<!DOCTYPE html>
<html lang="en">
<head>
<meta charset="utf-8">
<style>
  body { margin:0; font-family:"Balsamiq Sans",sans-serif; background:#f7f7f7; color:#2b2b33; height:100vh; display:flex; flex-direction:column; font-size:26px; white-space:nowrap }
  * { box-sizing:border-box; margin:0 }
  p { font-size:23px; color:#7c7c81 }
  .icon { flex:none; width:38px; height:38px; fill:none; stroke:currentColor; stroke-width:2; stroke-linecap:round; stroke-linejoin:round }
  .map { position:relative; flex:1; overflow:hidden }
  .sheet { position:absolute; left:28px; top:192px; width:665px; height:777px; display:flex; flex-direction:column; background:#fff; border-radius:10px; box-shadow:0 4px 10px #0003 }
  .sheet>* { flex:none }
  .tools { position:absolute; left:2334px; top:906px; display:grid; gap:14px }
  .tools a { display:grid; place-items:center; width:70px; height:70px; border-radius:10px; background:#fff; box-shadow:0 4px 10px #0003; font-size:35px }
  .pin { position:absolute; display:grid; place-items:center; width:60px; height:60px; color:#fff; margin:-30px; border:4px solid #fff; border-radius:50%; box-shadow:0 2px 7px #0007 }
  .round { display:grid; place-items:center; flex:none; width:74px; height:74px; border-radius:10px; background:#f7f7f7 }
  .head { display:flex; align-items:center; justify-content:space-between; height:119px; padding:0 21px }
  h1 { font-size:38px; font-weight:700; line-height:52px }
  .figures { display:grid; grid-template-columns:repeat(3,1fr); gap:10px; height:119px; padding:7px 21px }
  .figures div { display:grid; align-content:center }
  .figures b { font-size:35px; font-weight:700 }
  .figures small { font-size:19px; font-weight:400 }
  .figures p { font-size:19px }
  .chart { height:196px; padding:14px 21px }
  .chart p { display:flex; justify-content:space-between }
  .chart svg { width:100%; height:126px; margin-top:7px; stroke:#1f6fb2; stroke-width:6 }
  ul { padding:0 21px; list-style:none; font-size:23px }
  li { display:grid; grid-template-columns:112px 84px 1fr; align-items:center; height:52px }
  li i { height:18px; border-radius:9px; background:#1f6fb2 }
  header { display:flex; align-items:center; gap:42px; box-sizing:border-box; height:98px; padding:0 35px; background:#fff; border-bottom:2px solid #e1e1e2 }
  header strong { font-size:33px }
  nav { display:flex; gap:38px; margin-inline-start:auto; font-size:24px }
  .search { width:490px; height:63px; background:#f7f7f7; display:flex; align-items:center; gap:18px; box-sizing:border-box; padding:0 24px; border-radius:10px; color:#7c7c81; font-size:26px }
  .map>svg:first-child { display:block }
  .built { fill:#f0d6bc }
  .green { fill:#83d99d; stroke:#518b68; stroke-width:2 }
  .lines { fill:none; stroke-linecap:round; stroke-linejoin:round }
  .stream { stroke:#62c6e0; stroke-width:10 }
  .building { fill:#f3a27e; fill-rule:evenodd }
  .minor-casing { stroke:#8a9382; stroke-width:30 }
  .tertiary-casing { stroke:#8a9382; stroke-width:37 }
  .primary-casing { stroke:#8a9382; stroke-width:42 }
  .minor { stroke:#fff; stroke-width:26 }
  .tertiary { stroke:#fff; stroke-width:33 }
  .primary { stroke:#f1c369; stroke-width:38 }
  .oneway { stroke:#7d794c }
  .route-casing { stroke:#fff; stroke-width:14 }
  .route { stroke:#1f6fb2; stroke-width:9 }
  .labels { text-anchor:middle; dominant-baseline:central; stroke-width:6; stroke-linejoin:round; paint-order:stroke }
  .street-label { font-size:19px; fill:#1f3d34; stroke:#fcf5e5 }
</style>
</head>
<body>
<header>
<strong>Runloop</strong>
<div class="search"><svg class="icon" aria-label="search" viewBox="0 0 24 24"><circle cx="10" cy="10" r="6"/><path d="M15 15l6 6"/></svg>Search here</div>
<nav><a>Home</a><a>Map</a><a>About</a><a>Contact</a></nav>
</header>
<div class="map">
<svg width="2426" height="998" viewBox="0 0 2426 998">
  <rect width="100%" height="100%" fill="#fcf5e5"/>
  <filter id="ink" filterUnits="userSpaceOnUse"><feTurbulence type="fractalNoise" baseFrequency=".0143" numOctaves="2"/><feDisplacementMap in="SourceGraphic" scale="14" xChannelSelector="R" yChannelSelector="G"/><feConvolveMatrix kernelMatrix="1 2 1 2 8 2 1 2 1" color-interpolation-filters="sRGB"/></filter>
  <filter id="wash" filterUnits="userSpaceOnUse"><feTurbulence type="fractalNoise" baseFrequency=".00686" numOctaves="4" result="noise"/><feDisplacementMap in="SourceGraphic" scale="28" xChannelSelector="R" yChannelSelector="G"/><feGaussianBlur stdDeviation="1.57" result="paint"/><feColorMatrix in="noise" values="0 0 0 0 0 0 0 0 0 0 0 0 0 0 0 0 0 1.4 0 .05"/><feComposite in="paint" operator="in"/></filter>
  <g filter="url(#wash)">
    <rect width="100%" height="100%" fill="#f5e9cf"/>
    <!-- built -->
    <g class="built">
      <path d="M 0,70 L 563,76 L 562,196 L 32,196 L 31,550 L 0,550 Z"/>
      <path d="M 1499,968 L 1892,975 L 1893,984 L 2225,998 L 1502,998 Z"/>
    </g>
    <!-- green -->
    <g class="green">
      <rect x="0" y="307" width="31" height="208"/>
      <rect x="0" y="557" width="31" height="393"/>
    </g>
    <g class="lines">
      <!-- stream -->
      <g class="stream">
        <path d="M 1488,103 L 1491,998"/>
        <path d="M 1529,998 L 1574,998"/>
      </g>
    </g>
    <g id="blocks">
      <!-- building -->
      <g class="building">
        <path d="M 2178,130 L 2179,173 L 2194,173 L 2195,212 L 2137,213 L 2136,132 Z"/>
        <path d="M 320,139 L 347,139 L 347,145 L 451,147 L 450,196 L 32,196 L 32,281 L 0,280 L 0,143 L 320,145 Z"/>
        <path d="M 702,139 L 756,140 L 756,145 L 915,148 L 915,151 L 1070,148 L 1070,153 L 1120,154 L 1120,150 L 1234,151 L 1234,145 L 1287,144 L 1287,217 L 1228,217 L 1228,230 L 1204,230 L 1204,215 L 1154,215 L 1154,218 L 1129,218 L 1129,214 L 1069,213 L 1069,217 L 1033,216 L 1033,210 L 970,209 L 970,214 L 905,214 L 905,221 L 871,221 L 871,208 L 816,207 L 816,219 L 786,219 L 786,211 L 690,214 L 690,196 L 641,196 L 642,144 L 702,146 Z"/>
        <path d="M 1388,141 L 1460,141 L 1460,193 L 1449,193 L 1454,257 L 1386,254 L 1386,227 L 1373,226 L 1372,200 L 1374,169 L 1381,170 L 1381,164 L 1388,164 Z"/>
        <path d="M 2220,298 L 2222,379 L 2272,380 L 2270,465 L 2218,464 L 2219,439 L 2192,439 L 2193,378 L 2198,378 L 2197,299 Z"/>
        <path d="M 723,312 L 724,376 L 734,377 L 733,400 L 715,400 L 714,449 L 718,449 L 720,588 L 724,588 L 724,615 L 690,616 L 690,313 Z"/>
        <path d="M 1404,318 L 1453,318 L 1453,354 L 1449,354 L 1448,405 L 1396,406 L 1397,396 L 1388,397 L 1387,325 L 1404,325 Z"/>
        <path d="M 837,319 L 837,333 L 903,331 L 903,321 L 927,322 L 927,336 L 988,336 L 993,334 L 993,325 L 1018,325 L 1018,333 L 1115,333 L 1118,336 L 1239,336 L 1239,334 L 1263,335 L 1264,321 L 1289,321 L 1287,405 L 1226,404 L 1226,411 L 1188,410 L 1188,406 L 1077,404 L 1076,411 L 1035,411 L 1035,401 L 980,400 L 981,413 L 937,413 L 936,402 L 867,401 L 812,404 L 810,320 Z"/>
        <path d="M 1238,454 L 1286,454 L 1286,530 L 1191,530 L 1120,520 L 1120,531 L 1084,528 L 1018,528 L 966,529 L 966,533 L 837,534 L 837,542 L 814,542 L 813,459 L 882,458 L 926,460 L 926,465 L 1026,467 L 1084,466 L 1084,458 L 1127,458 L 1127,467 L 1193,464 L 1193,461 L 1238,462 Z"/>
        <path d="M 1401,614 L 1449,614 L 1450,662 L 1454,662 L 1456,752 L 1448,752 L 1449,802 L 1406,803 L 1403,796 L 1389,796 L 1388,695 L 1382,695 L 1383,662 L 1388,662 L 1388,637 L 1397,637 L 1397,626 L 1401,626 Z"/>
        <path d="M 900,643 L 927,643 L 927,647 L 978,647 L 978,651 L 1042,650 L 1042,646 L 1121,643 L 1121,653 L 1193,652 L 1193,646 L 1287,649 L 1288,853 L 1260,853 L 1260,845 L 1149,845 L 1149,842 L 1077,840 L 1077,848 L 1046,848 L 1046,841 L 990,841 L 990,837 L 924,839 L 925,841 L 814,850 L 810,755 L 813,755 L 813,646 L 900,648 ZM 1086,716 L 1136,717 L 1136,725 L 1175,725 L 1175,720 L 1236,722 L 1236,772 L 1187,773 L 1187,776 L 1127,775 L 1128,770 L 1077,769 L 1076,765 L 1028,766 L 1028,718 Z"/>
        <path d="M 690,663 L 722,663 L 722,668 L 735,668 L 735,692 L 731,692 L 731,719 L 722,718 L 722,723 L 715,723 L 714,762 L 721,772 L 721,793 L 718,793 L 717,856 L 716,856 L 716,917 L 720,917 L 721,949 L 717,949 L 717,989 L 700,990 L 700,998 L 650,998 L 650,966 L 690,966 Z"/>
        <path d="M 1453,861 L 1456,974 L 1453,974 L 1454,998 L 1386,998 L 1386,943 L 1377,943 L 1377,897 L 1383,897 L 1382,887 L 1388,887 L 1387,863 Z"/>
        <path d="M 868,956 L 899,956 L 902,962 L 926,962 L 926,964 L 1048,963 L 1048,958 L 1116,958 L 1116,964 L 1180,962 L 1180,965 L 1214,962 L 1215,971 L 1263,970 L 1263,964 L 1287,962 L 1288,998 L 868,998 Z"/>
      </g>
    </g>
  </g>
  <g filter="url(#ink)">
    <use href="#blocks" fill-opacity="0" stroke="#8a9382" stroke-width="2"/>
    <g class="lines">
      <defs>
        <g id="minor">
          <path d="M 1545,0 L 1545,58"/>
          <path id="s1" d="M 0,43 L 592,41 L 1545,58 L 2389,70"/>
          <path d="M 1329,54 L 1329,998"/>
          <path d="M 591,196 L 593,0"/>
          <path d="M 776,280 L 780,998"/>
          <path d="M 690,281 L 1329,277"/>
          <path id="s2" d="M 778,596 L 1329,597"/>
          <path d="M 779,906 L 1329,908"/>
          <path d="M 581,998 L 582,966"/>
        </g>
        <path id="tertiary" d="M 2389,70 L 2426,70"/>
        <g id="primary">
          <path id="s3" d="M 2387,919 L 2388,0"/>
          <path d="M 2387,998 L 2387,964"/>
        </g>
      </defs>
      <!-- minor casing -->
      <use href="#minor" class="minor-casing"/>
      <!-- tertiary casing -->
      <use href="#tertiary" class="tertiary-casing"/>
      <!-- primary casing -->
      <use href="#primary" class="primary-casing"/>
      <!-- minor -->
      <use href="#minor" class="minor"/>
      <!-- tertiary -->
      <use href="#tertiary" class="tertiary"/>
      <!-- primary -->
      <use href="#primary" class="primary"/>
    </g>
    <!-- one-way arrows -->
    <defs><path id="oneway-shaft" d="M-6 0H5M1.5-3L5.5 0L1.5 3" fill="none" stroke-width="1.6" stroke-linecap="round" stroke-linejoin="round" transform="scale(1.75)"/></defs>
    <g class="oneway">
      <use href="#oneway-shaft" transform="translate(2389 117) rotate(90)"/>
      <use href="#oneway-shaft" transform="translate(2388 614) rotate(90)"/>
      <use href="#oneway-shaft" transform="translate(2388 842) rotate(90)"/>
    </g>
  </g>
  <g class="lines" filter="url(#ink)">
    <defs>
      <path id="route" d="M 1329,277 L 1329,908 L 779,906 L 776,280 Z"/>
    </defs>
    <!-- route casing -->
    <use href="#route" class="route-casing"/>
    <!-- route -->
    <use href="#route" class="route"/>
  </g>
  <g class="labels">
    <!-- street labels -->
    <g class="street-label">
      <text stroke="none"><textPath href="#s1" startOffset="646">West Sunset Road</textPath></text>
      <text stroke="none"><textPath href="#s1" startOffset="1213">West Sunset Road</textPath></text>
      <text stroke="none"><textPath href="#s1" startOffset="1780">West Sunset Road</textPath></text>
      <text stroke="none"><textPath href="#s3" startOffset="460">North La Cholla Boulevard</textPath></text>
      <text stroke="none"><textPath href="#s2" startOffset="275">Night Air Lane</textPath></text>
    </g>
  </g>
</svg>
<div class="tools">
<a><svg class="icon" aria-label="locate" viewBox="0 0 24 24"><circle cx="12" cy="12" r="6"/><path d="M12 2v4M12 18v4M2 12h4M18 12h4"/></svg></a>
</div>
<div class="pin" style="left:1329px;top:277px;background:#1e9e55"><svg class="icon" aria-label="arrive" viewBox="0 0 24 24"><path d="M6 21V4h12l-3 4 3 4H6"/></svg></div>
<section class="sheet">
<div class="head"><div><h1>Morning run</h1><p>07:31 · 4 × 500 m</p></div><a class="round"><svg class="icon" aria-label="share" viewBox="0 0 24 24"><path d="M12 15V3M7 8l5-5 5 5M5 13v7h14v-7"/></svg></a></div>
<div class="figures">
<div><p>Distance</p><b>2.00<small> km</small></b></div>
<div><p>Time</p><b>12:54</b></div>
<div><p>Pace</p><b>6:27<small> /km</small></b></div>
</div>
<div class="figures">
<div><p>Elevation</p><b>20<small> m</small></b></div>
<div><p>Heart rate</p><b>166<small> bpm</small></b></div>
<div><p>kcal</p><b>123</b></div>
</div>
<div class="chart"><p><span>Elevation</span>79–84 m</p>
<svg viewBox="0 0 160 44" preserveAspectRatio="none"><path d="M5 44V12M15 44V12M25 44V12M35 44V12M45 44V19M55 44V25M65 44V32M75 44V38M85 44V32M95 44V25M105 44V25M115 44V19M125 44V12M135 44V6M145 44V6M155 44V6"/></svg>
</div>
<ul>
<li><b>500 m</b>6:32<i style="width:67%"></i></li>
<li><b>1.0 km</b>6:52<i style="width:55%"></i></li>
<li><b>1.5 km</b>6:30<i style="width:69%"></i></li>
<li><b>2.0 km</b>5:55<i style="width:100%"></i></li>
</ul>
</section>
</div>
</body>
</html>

· · · · ·

What you should do: Transcribe the records above exactly, beginning at the line that contains "display:flex; gap:38px; margin-inline-start:auto;" and ending with the line that contains "2 1 2 8 2 1", both included, and nothing else.

Written reply:
  nav { display:flex; gap:38px; margin-inline-start:auto; font-size:24px }
  .search { width:490px; height:63px; background:#f7f7f7; display:flex; align-items:center; gap:18px; box-sizing:border-box; padding:0 24px; border-radius:10px; color:#7c7c81; font-size:26px }
  .map>svg:first-child { display:block }
  .built { fill:#f0d6bc }
  .green { fill:#83d99d; stroke:#518b68; stroke-width:2 }
  .lines { fill:none; stroke-linecap:round; stroke-linejoin:round }
  .stream { stroke:#62c6e0; stroke-width:10 }
  .building { fill:#f3a27e; fill-rule:evenodd }
  .minor-casing { stroke:#8a9382; stroke-width:30 }
  .tertiary-casing { stroke:#8a9382; stroke-width:37 }
  .primary-casing { stroke:#8a9382; stroke-width:42 }
  .minor { stroke:#fff; stroke-width:26 }
  .tertiary { stroke:#fff; stroke-width:33 }
  .primary { stroke:#f1c369; stroke-width:38 }
  .oneway { stroke:#7d794c }
  .route-casing { stroke:#fff; stroke-width:14 }
  .route { stroke:#1f6fb2; stroke-width:9 }
  .labels { text-anchor:middle; dominant-baseline:central; stroke-width:6; stroke-linejoin:round; paint-order:stroke }
  .street-label { font-size:19px; fill:#1f3d34; stroke:#fcf5e5 }
</style>
</head>
<body>
<header>
<strong>Runloop</strong>
<div class="search"><svg class="icon" aria-label="search" viewBox="0 0 24 24"><circle cx="10" cy="10" r="6"/><path d="M15 15l6 6"/></svg>Search here</div>
<nav><a>Home</a><a>Map</a><a>About</a><a>Contact</a></nav>
</header>
<div class="map">
<svg width="2426" height="998" viewBox="0 0 2426 998">
  <rect width="100%" height="100%" fill="#fcf5e5"/>
  <filter id="ink" filterUnits="userSpaceOnUse"><feTurbulence type="fractalNoise" baseFrequency=".0143" numOctaves="2"/><feDisplacementMap in="SourceGraphic" scale="14" xChannelSelector="R" yChannelSelector="G"/><feConvolveMatrix kernelMatrix="1 2 1 2 8 2 1 2 1" color-interpolation-filters="sRGB"/></filter>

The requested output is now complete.